Computational investigation of CO2 hydrogenation and electrochemical reduction to formic acid and methanol using chalcogen-doped nitrogen-graphene nanoflake as a metal-free catalyst.

Clean fuel production and pollutant removal are critical industrial challenges. This study presents a model for CO2 adsorption, focusing on non-metallic, biocompatible catalysts. We demonstrate the potential of chalcogen-doped graphene nanoflake modified with pyridinic nitrogen atoms as biocompatible catalysts for hydrogenating CO2 to formic acid and methanol. Using dispersion-corrected density functional theory, the catalytic hydrogenation and electrochemical reduction of CO2 over single chalcogen atoms (Se, Te) embedded in nitrogen-doped graphene nanoflake were analyzed. High hybridization between Se/Te and N states near the Fermi level stabilizes the chalcogen atoms on the graphene nanoflake.
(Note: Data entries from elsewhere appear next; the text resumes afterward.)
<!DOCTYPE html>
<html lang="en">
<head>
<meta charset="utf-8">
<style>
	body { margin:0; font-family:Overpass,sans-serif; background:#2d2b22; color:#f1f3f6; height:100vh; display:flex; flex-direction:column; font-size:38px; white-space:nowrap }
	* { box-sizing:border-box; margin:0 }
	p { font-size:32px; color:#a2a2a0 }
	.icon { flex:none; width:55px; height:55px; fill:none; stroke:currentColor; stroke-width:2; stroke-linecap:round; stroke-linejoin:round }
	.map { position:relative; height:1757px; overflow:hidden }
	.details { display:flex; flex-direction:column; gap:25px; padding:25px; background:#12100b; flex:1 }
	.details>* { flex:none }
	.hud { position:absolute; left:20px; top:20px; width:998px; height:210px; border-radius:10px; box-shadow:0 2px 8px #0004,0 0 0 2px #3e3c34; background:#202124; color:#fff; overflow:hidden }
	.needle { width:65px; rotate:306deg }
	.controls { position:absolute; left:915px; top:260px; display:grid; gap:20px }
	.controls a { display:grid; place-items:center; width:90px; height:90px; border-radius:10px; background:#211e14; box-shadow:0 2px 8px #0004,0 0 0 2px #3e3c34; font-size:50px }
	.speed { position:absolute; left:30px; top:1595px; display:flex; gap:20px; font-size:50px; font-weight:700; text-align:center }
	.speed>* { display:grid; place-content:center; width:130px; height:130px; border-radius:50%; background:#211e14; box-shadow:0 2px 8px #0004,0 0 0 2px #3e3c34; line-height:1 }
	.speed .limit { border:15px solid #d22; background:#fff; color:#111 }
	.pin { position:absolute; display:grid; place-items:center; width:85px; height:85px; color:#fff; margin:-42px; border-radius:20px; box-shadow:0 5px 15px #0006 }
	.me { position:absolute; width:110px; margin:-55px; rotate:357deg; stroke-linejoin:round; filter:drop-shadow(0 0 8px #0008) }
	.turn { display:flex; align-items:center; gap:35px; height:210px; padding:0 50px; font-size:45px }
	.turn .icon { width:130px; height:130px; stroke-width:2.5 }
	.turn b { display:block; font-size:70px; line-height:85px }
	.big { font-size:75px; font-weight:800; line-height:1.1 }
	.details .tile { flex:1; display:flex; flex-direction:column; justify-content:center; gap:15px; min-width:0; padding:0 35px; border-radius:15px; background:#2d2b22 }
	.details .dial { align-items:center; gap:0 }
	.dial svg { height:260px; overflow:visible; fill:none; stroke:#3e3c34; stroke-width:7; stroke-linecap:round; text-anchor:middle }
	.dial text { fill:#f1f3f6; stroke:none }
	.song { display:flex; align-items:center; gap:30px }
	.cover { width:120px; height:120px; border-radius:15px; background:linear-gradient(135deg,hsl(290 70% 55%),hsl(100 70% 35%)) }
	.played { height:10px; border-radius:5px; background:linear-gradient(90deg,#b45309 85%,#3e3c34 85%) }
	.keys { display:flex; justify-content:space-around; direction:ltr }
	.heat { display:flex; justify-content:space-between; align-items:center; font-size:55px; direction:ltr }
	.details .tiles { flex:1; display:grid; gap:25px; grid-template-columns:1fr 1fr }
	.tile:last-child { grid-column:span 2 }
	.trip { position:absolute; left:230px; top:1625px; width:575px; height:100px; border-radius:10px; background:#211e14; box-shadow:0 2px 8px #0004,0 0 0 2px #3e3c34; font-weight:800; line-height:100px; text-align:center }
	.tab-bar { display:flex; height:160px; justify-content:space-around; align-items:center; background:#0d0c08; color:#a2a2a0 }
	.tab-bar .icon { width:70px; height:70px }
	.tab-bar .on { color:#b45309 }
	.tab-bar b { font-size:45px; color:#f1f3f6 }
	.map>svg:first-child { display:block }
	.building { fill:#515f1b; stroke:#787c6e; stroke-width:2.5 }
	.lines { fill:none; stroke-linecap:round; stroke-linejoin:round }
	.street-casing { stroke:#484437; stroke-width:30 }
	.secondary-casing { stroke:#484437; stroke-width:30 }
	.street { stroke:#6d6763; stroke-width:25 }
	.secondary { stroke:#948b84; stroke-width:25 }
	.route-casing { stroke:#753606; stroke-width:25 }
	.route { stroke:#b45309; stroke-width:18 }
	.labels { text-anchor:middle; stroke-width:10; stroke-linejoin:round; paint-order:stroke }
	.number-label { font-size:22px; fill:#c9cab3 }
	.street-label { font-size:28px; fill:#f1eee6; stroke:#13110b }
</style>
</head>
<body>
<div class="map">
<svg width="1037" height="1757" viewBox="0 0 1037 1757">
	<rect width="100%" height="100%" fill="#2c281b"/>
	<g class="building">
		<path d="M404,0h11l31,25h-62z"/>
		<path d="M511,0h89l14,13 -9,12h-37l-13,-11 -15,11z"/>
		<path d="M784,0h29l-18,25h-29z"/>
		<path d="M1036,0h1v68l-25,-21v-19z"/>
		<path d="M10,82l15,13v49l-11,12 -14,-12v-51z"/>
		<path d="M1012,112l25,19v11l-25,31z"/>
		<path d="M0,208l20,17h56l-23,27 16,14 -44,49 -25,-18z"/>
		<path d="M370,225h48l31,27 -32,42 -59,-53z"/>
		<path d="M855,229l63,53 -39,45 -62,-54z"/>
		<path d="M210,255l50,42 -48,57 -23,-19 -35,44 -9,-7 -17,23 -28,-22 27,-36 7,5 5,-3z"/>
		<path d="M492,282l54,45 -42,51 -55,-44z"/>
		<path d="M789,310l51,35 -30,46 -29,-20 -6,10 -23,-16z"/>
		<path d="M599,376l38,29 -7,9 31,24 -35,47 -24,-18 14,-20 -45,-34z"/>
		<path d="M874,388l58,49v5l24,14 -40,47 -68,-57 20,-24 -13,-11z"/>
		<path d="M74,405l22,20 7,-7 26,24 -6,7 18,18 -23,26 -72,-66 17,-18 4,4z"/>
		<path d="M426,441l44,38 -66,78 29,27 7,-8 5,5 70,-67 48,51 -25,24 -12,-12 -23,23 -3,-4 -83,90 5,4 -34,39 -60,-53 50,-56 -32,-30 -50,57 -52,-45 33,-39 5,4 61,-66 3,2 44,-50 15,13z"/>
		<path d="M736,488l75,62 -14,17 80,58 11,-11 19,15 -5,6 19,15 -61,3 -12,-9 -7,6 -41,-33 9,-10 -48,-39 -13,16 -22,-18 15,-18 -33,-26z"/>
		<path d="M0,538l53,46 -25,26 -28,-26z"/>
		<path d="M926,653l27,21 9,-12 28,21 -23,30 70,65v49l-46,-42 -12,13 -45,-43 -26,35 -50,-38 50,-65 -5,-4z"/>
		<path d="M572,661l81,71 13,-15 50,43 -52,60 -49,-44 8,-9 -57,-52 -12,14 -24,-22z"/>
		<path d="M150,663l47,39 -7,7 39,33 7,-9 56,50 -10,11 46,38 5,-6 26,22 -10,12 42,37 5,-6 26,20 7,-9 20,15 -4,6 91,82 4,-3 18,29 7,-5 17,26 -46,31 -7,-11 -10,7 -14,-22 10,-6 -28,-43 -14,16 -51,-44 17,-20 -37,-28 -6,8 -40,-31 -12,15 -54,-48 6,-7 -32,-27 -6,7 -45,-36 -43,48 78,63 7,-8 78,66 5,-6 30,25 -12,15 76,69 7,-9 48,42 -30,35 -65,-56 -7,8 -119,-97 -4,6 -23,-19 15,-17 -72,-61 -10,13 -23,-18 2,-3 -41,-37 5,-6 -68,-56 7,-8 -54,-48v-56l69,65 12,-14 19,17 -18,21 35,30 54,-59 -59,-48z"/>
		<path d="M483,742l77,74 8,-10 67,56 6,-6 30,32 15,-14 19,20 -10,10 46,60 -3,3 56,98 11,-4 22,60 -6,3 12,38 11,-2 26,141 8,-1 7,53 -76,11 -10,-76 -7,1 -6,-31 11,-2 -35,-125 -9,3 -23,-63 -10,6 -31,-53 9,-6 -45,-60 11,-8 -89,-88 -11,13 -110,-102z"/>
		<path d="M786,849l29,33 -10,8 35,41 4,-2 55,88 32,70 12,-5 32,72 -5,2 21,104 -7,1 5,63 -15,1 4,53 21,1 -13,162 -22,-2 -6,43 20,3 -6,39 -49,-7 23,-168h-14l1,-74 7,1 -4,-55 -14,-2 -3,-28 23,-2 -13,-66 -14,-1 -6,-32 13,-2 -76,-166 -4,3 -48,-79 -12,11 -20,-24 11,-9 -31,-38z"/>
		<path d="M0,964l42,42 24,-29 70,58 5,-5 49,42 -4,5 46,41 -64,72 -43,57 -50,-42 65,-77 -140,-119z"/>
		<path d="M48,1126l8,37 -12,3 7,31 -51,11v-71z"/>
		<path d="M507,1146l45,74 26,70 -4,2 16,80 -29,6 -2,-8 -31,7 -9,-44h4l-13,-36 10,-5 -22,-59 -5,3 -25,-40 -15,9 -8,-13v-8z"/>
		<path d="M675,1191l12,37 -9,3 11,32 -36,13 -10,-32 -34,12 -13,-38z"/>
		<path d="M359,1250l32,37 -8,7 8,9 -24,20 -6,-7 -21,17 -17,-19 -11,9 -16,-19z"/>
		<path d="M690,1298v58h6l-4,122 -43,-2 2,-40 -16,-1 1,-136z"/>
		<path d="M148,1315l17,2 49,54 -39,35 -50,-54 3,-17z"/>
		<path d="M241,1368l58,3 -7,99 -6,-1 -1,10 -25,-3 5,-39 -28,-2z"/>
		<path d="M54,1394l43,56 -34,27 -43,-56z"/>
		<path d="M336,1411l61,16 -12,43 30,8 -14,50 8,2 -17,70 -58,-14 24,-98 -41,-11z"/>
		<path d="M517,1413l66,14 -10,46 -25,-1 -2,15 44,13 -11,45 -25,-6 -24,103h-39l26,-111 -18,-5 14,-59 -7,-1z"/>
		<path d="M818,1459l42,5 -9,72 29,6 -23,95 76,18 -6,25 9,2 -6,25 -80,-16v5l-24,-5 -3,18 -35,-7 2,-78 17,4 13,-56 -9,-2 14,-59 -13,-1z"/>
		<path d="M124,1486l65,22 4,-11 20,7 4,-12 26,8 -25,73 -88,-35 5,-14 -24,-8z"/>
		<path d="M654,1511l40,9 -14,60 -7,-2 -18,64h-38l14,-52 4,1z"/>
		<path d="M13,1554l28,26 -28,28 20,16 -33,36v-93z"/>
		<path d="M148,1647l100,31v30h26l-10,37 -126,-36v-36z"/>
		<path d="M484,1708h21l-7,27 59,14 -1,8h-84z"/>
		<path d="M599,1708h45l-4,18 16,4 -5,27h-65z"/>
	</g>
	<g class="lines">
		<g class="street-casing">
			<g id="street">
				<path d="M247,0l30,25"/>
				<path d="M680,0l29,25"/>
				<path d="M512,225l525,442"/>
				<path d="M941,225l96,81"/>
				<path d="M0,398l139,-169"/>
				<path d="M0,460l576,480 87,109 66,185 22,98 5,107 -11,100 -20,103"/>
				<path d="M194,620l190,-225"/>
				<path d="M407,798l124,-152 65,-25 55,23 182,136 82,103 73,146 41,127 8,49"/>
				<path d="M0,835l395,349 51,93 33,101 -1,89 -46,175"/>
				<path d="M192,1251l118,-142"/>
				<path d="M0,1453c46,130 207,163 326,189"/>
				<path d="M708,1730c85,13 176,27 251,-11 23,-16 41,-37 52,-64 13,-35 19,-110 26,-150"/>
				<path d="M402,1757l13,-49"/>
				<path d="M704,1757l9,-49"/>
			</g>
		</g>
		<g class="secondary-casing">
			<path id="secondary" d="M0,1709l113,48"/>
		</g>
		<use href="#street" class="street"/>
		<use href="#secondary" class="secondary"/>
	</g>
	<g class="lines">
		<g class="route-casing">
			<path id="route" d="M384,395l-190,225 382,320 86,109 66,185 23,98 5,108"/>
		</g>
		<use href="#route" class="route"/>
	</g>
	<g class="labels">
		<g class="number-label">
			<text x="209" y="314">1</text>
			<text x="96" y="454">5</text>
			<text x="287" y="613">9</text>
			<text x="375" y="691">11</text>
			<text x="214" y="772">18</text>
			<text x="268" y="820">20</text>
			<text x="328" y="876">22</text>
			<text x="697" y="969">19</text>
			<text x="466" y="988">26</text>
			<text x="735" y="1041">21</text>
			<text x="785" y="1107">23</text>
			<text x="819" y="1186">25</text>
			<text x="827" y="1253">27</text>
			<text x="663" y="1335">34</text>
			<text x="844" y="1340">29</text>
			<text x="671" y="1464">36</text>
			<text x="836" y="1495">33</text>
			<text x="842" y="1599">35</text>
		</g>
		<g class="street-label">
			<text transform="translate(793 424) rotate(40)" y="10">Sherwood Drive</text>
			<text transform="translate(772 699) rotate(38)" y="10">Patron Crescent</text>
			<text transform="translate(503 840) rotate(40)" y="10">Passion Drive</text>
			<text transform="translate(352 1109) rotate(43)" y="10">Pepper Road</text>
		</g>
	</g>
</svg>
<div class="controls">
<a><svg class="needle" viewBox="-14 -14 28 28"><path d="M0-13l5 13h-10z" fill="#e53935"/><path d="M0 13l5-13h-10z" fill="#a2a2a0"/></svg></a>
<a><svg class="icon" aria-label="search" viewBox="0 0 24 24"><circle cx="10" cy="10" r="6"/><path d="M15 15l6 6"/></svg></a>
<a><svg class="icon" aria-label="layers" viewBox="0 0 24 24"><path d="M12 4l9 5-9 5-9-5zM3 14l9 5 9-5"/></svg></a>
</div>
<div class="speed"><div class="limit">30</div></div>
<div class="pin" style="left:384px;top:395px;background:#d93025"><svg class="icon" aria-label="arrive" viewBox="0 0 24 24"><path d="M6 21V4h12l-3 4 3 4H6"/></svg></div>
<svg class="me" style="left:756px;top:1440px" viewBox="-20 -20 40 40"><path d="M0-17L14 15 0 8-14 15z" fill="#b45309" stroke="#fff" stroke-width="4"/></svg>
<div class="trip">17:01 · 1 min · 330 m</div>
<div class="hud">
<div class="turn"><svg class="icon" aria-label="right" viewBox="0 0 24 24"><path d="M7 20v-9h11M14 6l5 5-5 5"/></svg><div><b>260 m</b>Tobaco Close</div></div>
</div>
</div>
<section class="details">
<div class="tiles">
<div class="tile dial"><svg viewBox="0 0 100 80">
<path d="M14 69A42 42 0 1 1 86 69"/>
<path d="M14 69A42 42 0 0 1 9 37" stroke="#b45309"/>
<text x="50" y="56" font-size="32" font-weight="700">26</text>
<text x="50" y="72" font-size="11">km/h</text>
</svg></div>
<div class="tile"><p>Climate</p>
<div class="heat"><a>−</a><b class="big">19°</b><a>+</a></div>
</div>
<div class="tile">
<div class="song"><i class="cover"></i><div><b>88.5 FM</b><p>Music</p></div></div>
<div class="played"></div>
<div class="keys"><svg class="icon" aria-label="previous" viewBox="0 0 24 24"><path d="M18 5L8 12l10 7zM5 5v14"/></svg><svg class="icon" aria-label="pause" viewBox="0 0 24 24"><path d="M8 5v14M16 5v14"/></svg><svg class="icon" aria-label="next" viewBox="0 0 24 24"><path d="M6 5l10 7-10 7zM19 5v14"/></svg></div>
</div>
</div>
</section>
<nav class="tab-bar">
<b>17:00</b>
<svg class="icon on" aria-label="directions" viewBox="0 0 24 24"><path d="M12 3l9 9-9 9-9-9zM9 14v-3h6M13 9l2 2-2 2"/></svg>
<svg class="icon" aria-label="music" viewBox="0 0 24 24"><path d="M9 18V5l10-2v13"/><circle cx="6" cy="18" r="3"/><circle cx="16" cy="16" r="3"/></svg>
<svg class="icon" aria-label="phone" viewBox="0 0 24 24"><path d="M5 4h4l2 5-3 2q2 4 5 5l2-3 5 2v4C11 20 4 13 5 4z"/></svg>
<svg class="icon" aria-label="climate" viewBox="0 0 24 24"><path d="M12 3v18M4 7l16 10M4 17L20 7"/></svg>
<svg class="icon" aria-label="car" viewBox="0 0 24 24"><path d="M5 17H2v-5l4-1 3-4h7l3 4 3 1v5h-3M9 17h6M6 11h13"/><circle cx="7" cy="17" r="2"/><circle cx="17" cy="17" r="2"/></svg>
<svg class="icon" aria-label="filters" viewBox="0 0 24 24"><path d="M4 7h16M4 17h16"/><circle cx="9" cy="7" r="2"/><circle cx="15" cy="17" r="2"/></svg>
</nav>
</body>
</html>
Se-doped nitrogen-containing graphene nanoflake exhibits lower energy barriers and higher catalytic performance than Te, facilitating CO2 conversion to formic acid and methanol with improved stability. Migration barriers, electronic structures, and adsorption energies highlight Se-doped nitrogen-containing graphene nanoflake as an efficient catalyst for CO2 hydrogenation and electrochemical reduction at room temperature. In particular, Se doping not only stabilizes the material but also improves catalytic performance for the selective production of CO/CH3OH. This work introduces Se-doped nitrogen-containing graphene nanoflake as a promising non-metal biocompatible catalyst.